Lowell partió ansiosamente de Elmwood para su cita en la casa Craigie, y fue el primero en saludar a Longfellow. Por el camino, Lowell no se dio cuenta de que los policías de vigilancia frente a Elmwood y la casa Craigie ya no se veían por ninguna parte. Longfellow acababa de leer un cuento a Annie Allegra. La envió con la niñera.
Fields llegó poco después.
Pero transcurrieron veinte minutos sin que ni Oliver Wendell
Holmes ni Nicholas Rey dieran señales de vida.
– No debimos apartarnos de Rey -murmuró Lowell para su bigote.
– No puedo entender por qué Wendell no ha venido con usted -dijo Fields nerviosamente-. He parado en su casa de camino para acá, y la señora Holmes dijo que ya se había ido.
– No ha pasado mucho rato -dijo Longfellow, pero sus ojos no se movían del reloj.
Lowell hundió el rostro entre sus manos. Cuando miró a través de ellas, habían pasado otros diez minutos. Cuando las cerró de nuevo, fue súbitamente golpeado por un pensamiento que le produjo un escalofrío. Corrió a la ventana.
– ¡Debemos ir en busca de Wendell en seguida!
– ¿Ocurre algo malo? -preguntó Fields, alarmado por la expresión horrorizada en el rostro de Lowell.
– Wendell -dijo Lowell-. ¡Lo llamé traidor en el Corner!
Fields le dedicó una sonrisa amable.
– Eso hace tiempo que está olvidado, querido Lowell.
Lowell agarró la manga de la chaqueta de su editor para guardar el equilibrio.

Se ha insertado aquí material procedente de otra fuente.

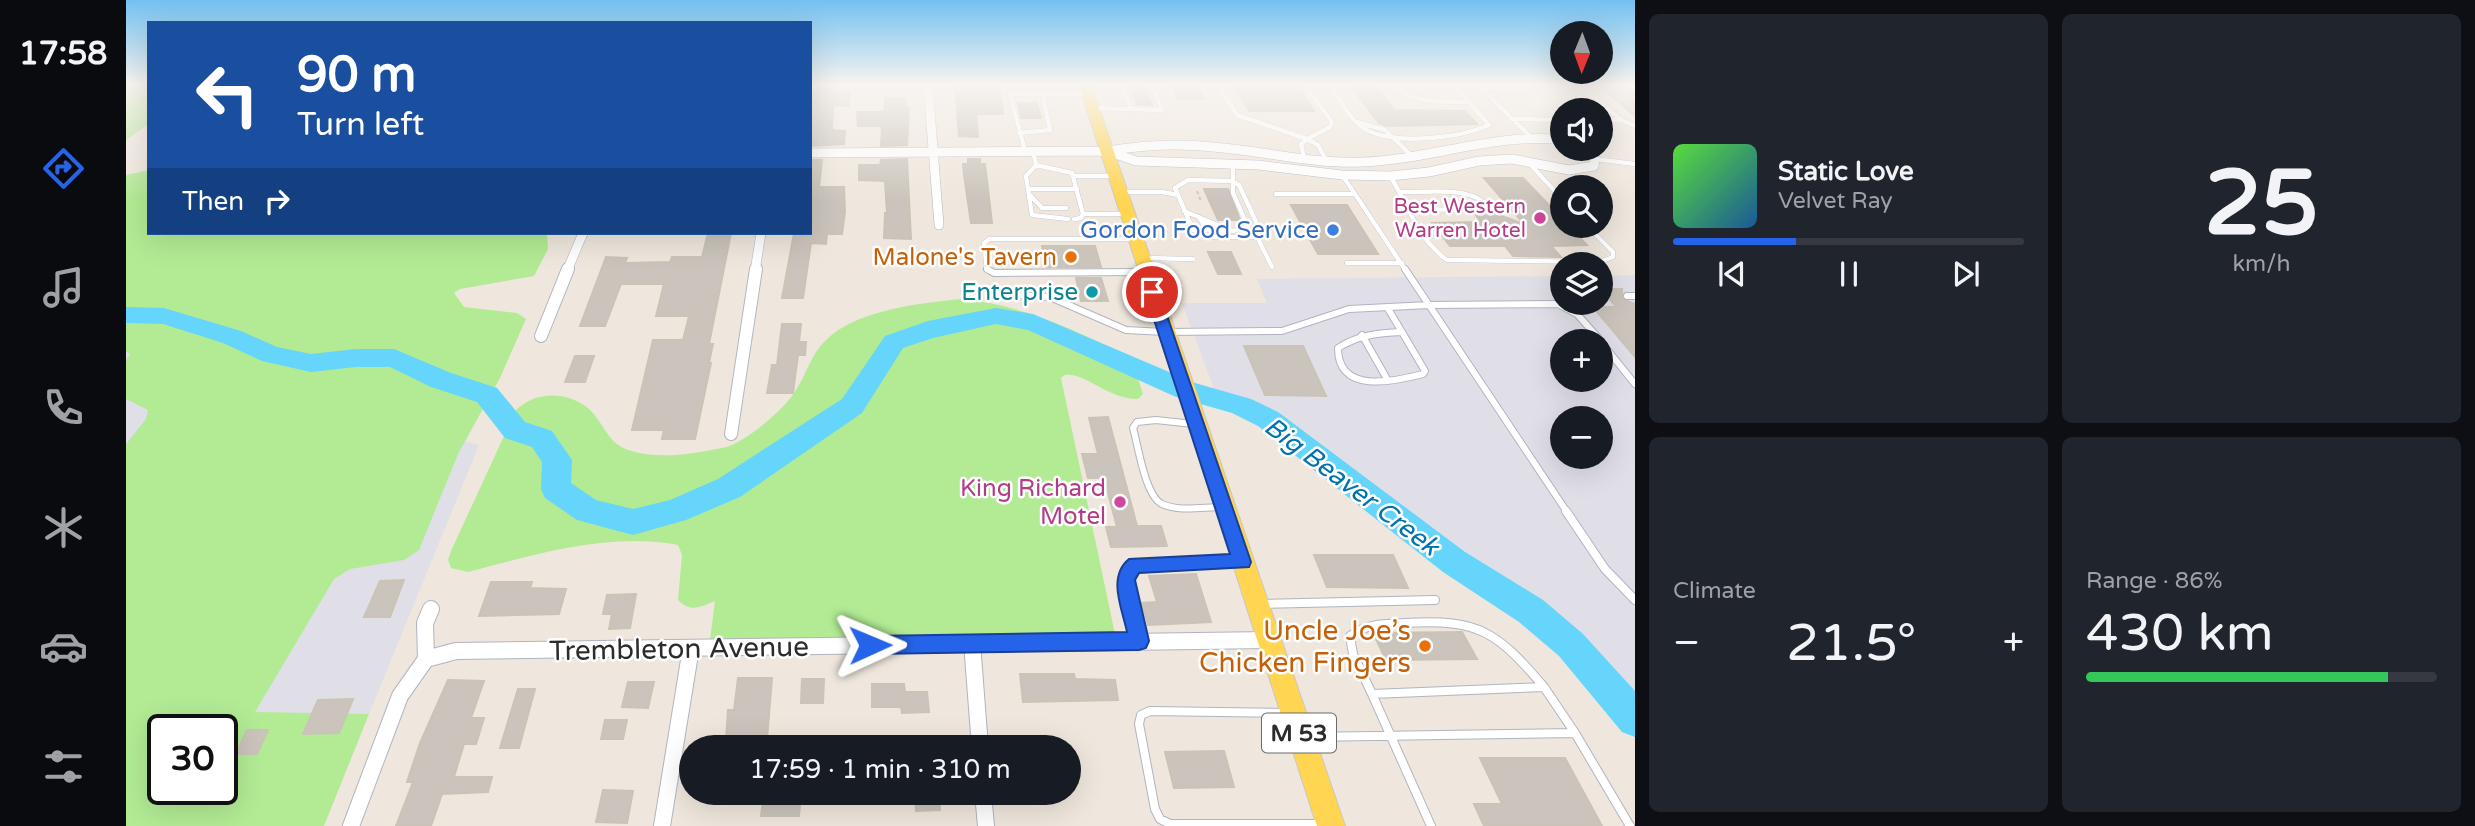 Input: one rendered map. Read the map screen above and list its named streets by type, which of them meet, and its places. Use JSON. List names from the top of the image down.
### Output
{
  "streets": {
    "main road": ["M 53"],
    "street": ["Trembleton Avenue"]
  },
  "crossings": [
    ["Trembleton Avenue", "M 53"]
  ],
  "water": ["Big Beaver Creek"],
  "places": [
    "Best Western Warren Hotel",
    "Gordon Food Service",
    "Malone's Tavern",
    "Enterprise",
    "King Richard Motel",
    "Uncle Joe’s Chicken Fingers"
  ],
  "north": "bottom",
  "page": {
    "tabs": "17:58",
    "tile": [
      ["25", "km/h"],
      "Climate",
      ["Range · 86%", "430 km"]
    ],
    "map_buttons": ["+", "−"],
    "turn": ["90 m", "Turn left"],
    "song": ["Static Love", "Velvet Ray"],
    "then": "Then",
    "heat": ["−", "21.5°", "+"],
    "limit": "30",
    "trip": "17:59 · 1 min · 310 m"
  }
}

– ¿No se dan cuenta? Mantuve mi disputa con Wendell en el Corner el día que encontraron a Jennison descuartizado, la noche en que Holmes abandonó nuestro proyecto. Teal, o mejor dicho Galvin, acababa de entrar en el vestíbulo. ¡Debió oírnos todo el tiempo, igual que hizo en las reuniones de la Mesa de Harvard! Yo seguí a Holmes hasta el vestíbulo desde la Sala de Autores, gritándole… ¿No se acuerdan de lo que dije? ¿No les siguen sonando las palabras? Le dije a Holmes que estaba traicionando al club Dante. ¡Le dije que era un traidor!